Define the main training loop#

from collections import defaultdict
import torch.nn.functional as F


checkpoint_path = "checkpoint.pth"

def calc_loss(pred, target, metrics, bce_weight=0.5):
    bce = F.binary_cross_entropy_with_logits(pred, target)

    pred = torch.sigmoid(pred)
    dice = dice_loss(pred, target)

    loss = bce * bce_weight + dice * (1 - bce_weight)

    metrics['bce'] += bce.data.cpu().numpy() * target.size(0)
    metrics['dice'] += dice.data.cpu().numpy() * target.size(0)
    metrics['loss'] += loss.data.cpu().numpy() * target.size(0)

    return loss

def print_metrics(metrics, epoch_samples, phase):
    outputs = []
    for k in metrics.keys():
        outputs.append("{}: {:4f}".format(k, metrics[k] / epoch_samples))
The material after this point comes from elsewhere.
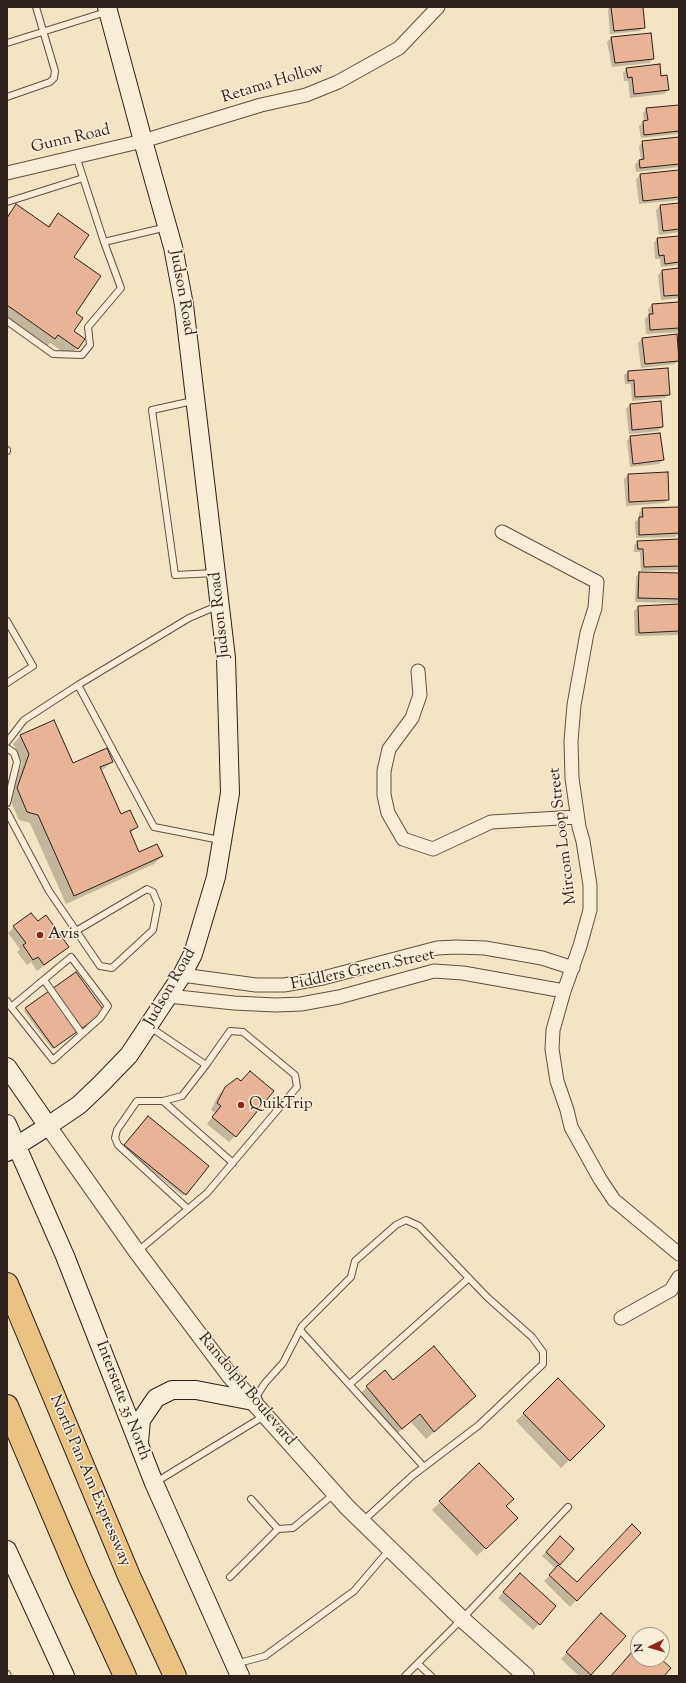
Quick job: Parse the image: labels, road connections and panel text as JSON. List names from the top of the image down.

    print("{}: {}".format(phase, ", ".join(outputs)))

def train_model(model, optimizer, scheduler, num_epochs=25):
    best_loss = 1e10

    for epoch in range(num_epochs):
        print('Epoch {}/{}'.format(epoch, num_epochs - 1))
        print('-' * 10)

        since = time.time()

        # Each epoch has a training and validation phase
        for phase in ['train', 'val']:
            if phase == 'train':
                model.train()  # Set model to training mode
            else:
                model.eval()   # Set model to evaluate mode

            metrics = defaultdict(float)
            epoch_samples = 0

            for inputs, labels in dataloaders[phase]:
                inputs = inputs.to(device)
                labels = labels.to(device)

                # zero the parameter gradients
                optimizer.zero_grad()

                # forward
                # track history if only in train
                with torch.set_grad_enabled(phase == 'train'):
                    outputs = model(inputs)
                    loss = calc_loss(outputs, labels, metrics)

                    # backward + optimize only if in training phase
                    if phase == 'train':
                        loss.backward()
                        optimizer.step()

                # statistics
                epoch_samples += inputs.size(0)

            print_metrics(metrics, epoch_samples, phase)
            epoch_loss = metrics['loss'] / epoch_samples

            if phase == 'train':
              scheduler.step()
              for param_group in optimizer.param_groups:
                  print("LR", param_group['lr'])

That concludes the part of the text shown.